Task to complete
Below is the data. Give it again, complete and exact.

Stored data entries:
___

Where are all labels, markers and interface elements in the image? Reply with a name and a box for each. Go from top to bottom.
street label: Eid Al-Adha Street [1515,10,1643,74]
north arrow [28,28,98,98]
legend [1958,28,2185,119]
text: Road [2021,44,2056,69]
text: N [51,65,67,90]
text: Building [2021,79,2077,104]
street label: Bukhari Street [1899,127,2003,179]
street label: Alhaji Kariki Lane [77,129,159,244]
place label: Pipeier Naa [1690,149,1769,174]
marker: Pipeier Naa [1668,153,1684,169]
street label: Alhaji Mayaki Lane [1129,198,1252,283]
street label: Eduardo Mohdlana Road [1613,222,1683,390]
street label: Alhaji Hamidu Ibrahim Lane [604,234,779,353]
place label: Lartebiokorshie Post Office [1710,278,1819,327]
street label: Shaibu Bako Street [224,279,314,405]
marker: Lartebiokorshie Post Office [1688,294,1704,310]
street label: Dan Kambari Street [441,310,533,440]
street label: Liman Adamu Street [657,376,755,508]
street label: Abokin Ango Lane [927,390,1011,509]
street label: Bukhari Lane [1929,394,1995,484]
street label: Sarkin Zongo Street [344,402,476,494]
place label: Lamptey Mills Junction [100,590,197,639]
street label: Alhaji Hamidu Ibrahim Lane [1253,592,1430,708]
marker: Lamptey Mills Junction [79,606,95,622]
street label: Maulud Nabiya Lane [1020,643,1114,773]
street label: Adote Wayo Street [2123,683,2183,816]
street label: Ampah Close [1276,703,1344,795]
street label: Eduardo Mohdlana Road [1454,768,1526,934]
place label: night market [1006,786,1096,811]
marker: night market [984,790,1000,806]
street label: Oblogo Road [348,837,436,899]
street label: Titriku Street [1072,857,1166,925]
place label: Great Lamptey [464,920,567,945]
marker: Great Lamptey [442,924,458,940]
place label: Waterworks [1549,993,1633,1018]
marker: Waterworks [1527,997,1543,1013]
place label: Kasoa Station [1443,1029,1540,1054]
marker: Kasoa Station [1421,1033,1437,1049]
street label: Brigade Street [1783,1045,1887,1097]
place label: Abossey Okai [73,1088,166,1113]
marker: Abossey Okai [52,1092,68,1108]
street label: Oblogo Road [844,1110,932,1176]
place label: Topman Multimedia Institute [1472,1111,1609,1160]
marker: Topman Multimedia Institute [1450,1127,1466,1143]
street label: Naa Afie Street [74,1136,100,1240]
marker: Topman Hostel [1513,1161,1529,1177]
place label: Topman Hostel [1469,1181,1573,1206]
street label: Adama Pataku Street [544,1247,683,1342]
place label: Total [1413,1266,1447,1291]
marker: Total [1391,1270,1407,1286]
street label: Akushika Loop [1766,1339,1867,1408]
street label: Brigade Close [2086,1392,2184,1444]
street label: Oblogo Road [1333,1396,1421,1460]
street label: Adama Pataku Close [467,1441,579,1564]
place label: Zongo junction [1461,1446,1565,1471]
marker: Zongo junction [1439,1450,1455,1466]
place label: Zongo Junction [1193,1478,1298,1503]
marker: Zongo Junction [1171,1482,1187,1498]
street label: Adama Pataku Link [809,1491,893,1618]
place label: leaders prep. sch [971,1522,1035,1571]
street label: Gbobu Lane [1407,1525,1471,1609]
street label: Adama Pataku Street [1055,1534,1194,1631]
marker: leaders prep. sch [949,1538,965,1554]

___

Worked solution
Where are all labels, markers and interface elements in the image? Reply with a name and a box for each. Go from top to bottom.
street label: Eid Al-Adha Street [1515,10,1643,74]
north arrow [28,28,98,98]
legend [1958,28,2185,119]
text: Road [2021,44,2056,69]
text: N [51,65,67,90]
text: Building [2021,79,2077,104]
street label: Bukhari Street [1899,127,2003,179]
street label: Alhaji Kariki Lane [77,129,159,244]
place label: Pipeier Naa [1690,149,1769,174]
marker: Pipeier Naa [1668,153,1684,169]
street label: Alhaji Mayaki Lane [1129,198,1252,283]
street label: Eduardo Mohdlana Road [1613,222,1683,390]
street label: Alhaji Hamidu Ibrahim Lane [604,234,779,353]
place label: Lartebiokorshie Post Office [1710,278,1819,327]
street label: Shaibu Bako Street [224,279,314,405]
marker: Lartebiokorshie Post Office [1688,294,1704,310]
street label: Dan Kambari Street [441,310,533,440]
street label: Liman Adamu Street [657,376,755,508]
street label: Abokin Ango Lane [927,390,1011,509]
street label: Bukhari Lane [1929,394,1995,484]
street label: Sarkin Zongo Street [344,402,476,494]
place label: Lamptey Mills Junction [100,590,197,639]
street label: Alhaji Hamidu Ibrahim Lane [1253,592,1430,708]
marker: Lamptey Mills Junction [79,606,95,622]
street label: Maulud Nabiya Lane [1020,643,1114,773]
street label: Adote Wayo Street [2123,683,2183,816]
street label: Ampah Close [1276,703,1344,795]
street label: Eduardo Mohdlana Road [1454,768,1526,934]
place label: night market [1006,786,1096,811]
marker: night market [984,790,1000,806]
street label: Oblogo Road [348,837,436,899]
street label: Titriku Street [1072,857,1166,925]
place label: Great Lamptey [464,920,567,945]
marker: Great Lamptey [442,924,458,940]
place label: Waterworks [1549,993,1633,1018]
marker: Waterworks [1527,997,1543,1013]
place label: Kasoa Station [1443,1029,1540,1054]
marker: Kasoa Station [1421,1033,1437,1049]
street label: Brigade Street [1783,1045,1887,1097]
place label: Abossey Okai [73,1088,166,1113]
marker: Abossey Okai [52,1092,68,1108]
street label: Oblogo Road [844,1110,932,1176]
place label: Topman Multimedia Institute [1472,1111,1609,1160]
marker: Topman Multimedia Institute [1450,1127,1466,1143]
street label: Naa Afie Street [74,1136,100,1240]
marker: Topman Hostel [1513,1161,1529,1177]
place label: Topman Hostel [1469,1181,1573,1206]
street label: Adama Pataku Street [544,1247,683,1342]
place label: Total [1413,1266,1447,1291]
marker: Total [1391,1270,1407,1286]
street label: Akushika Loop [1766,1339,1867,1408]
street label: Brigade Close [2086,1392,2184,1444]
street label: Oblogo Road [1333,1396,1421,1460]
street label: Adama Pataku Close [467,1441,579,1564]
place label: Zongo junction [1461,1446,1565,1471]
marker: Zongo junction [1439,1450,1455,1466]
place label: Zongo Junction [1193,1478,1298,1503]
marker: Zongo Junction [1171,1482,1187,1498]
street label: Adama Pataku Link [809,1491,893,1618]
place label: leaders prep. sch [971,1522,1035,1571]
street label: Gbobu Lane [1407,1525,1471,1609]
street label: Adama Pataku Street [1055,1534,1194,1631]
marker: leaders prep. sch [949,1538,965,1554]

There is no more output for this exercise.